Every line containing the string "labels" should be returned from the records.

-- Data for this task follows --

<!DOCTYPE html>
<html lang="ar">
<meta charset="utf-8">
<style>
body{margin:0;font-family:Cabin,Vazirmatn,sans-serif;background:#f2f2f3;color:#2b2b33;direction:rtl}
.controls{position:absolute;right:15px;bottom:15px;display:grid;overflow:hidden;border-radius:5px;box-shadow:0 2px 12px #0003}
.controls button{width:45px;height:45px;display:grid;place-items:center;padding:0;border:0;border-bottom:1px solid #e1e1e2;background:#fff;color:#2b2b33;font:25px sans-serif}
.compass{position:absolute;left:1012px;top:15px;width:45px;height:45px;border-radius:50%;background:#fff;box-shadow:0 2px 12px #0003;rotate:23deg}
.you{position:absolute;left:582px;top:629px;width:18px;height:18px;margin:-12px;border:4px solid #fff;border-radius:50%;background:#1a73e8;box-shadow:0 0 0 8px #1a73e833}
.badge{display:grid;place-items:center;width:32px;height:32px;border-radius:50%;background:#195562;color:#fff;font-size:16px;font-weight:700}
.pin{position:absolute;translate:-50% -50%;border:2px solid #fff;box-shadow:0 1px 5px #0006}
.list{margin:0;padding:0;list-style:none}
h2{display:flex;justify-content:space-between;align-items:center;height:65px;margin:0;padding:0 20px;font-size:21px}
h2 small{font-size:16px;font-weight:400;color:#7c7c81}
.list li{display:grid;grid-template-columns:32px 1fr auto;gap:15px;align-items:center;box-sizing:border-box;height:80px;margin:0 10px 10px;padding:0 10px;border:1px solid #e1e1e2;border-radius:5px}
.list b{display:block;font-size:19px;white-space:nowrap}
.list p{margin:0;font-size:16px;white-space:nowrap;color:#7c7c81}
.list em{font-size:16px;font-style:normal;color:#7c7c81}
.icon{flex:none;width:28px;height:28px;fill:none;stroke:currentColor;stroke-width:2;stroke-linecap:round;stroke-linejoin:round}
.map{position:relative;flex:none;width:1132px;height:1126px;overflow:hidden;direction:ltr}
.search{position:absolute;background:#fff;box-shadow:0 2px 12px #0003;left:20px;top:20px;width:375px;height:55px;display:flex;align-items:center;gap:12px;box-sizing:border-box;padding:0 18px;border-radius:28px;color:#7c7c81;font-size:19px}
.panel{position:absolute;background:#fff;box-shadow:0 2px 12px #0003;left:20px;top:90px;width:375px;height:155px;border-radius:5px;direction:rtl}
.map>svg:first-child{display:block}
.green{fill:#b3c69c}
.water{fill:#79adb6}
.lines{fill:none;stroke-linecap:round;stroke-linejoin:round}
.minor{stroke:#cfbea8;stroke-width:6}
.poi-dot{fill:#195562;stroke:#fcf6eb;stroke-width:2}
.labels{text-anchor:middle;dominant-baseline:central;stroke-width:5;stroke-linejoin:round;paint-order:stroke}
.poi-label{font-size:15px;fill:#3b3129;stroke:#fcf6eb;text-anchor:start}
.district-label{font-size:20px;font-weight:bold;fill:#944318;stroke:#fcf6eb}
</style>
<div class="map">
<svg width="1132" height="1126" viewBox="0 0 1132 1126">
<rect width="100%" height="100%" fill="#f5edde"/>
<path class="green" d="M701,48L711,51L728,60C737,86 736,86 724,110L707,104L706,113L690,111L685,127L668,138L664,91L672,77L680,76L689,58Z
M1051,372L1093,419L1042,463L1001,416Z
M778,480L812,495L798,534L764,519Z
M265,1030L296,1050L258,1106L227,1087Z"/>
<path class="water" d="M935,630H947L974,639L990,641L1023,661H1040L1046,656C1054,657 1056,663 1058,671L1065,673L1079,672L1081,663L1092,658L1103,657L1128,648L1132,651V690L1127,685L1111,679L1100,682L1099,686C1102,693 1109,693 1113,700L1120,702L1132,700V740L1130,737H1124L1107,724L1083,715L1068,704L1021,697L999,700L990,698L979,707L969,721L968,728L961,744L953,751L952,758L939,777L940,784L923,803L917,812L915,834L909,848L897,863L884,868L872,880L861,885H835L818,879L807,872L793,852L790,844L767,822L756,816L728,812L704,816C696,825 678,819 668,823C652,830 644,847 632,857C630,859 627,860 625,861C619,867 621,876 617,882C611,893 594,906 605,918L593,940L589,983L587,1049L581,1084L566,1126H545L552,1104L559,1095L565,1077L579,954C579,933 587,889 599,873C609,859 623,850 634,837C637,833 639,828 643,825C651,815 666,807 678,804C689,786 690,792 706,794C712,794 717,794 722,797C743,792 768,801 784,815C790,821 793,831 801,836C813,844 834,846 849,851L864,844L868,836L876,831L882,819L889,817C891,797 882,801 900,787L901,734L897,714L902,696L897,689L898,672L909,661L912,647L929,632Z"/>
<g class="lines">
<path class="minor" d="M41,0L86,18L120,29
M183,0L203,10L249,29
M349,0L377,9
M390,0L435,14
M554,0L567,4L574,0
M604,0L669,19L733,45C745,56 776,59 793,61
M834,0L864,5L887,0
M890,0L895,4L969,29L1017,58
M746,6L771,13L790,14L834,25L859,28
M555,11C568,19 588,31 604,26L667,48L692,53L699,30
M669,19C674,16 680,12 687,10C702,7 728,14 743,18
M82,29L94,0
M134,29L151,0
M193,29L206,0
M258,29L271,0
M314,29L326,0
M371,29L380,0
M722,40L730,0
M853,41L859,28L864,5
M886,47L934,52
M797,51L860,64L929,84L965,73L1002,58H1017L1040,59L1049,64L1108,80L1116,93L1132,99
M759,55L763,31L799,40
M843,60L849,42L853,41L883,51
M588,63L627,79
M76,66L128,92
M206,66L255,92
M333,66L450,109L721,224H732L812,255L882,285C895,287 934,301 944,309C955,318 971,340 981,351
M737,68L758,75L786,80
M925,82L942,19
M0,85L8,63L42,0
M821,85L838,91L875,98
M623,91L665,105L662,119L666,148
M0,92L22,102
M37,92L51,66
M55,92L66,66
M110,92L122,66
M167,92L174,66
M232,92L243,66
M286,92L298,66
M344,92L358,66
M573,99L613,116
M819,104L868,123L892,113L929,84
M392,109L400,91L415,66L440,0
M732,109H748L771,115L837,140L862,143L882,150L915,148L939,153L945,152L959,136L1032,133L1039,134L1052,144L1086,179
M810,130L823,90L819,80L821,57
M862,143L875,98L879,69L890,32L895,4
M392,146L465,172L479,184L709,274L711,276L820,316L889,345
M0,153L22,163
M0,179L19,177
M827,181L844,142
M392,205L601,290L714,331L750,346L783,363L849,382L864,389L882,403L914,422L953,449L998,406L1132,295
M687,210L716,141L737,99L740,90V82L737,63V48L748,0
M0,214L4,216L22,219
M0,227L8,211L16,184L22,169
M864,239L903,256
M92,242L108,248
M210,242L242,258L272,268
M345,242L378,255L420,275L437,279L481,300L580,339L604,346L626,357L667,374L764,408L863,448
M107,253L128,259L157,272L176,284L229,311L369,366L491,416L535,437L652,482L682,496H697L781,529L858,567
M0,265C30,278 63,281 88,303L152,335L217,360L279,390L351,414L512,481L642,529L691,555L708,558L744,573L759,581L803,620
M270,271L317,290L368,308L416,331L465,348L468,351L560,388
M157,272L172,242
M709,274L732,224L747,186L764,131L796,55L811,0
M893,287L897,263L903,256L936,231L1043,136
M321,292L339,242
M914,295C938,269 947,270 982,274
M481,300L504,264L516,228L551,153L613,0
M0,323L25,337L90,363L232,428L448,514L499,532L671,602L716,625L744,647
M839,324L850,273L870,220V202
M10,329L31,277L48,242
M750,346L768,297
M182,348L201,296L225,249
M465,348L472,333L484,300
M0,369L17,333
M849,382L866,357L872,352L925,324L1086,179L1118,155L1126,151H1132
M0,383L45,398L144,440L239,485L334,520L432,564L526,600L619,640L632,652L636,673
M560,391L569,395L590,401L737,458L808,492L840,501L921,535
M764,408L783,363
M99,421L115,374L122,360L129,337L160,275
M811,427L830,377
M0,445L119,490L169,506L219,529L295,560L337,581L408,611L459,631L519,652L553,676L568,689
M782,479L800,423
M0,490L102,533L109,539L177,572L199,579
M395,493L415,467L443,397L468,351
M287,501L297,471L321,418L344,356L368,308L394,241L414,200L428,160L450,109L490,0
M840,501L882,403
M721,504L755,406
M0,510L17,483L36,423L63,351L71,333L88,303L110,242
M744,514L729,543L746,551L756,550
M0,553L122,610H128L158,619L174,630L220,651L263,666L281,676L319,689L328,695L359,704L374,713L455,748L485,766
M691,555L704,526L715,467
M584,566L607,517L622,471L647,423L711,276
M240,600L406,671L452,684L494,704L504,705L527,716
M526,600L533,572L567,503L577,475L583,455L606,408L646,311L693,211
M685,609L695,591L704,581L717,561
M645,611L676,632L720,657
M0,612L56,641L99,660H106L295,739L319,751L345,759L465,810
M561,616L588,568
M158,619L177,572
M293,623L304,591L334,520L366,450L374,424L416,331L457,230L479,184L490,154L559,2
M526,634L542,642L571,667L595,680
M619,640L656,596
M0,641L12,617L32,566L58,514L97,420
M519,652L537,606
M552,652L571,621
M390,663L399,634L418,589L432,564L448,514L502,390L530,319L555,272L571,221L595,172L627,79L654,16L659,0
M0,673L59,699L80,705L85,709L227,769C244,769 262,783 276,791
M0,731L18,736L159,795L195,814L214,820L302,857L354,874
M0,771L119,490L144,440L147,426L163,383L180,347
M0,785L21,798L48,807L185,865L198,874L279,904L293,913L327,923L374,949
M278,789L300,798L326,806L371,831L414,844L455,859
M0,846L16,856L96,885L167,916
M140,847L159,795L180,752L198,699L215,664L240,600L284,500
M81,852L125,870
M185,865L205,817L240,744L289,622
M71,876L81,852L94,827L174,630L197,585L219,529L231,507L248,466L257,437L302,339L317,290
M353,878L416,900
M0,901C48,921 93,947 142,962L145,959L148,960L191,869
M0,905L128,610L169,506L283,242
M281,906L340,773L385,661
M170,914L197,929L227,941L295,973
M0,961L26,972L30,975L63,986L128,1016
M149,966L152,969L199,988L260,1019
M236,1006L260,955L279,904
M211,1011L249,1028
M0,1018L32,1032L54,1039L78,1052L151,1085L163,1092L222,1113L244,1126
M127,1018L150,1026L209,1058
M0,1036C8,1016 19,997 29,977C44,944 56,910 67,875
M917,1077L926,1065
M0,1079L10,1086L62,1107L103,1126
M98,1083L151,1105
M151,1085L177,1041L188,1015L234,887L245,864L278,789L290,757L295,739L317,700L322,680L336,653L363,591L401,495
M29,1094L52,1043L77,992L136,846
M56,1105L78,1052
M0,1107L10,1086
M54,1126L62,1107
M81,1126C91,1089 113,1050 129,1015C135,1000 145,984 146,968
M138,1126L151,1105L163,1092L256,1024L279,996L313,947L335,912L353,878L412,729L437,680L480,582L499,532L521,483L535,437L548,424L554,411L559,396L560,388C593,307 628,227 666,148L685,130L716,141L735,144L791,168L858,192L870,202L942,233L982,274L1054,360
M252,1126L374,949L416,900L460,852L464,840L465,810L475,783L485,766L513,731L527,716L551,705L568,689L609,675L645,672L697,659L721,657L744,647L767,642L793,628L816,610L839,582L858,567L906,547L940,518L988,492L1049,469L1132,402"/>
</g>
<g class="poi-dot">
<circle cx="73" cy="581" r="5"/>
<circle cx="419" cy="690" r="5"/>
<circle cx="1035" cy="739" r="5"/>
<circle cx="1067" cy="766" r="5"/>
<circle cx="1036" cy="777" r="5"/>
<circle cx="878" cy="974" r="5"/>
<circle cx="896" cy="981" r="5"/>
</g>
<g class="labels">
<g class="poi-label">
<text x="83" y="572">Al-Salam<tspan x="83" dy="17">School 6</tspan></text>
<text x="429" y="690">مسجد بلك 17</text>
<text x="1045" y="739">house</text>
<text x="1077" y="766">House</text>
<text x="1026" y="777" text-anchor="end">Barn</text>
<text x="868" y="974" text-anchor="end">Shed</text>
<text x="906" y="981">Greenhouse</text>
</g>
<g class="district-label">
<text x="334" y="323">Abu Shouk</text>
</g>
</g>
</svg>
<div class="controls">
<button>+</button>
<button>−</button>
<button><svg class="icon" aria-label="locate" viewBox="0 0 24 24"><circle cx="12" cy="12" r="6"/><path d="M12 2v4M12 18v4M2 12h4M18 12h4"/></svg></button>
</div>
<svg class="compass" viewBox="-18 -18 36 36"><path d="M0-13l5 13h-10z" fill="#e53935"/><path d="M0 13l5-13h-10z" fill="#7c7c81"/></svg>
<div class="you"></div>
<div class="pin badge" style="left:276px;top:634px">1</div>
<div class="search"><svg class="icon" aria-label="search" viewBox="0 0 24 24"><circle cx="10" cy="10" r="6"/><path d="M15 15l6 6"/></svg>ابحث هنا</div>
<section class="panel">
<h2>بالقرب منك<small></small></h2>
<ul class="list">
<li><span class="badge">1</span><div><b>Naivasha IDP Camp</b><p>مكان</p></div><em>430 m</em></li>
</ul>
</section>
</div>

-- Data for this task concluded --

Answer to the exercise:
.labels{text-anchor:middle;dominant-baseline:central;stroke-width:5;stroke-linejoin:round;paint-order:stroke}
<g class="labels">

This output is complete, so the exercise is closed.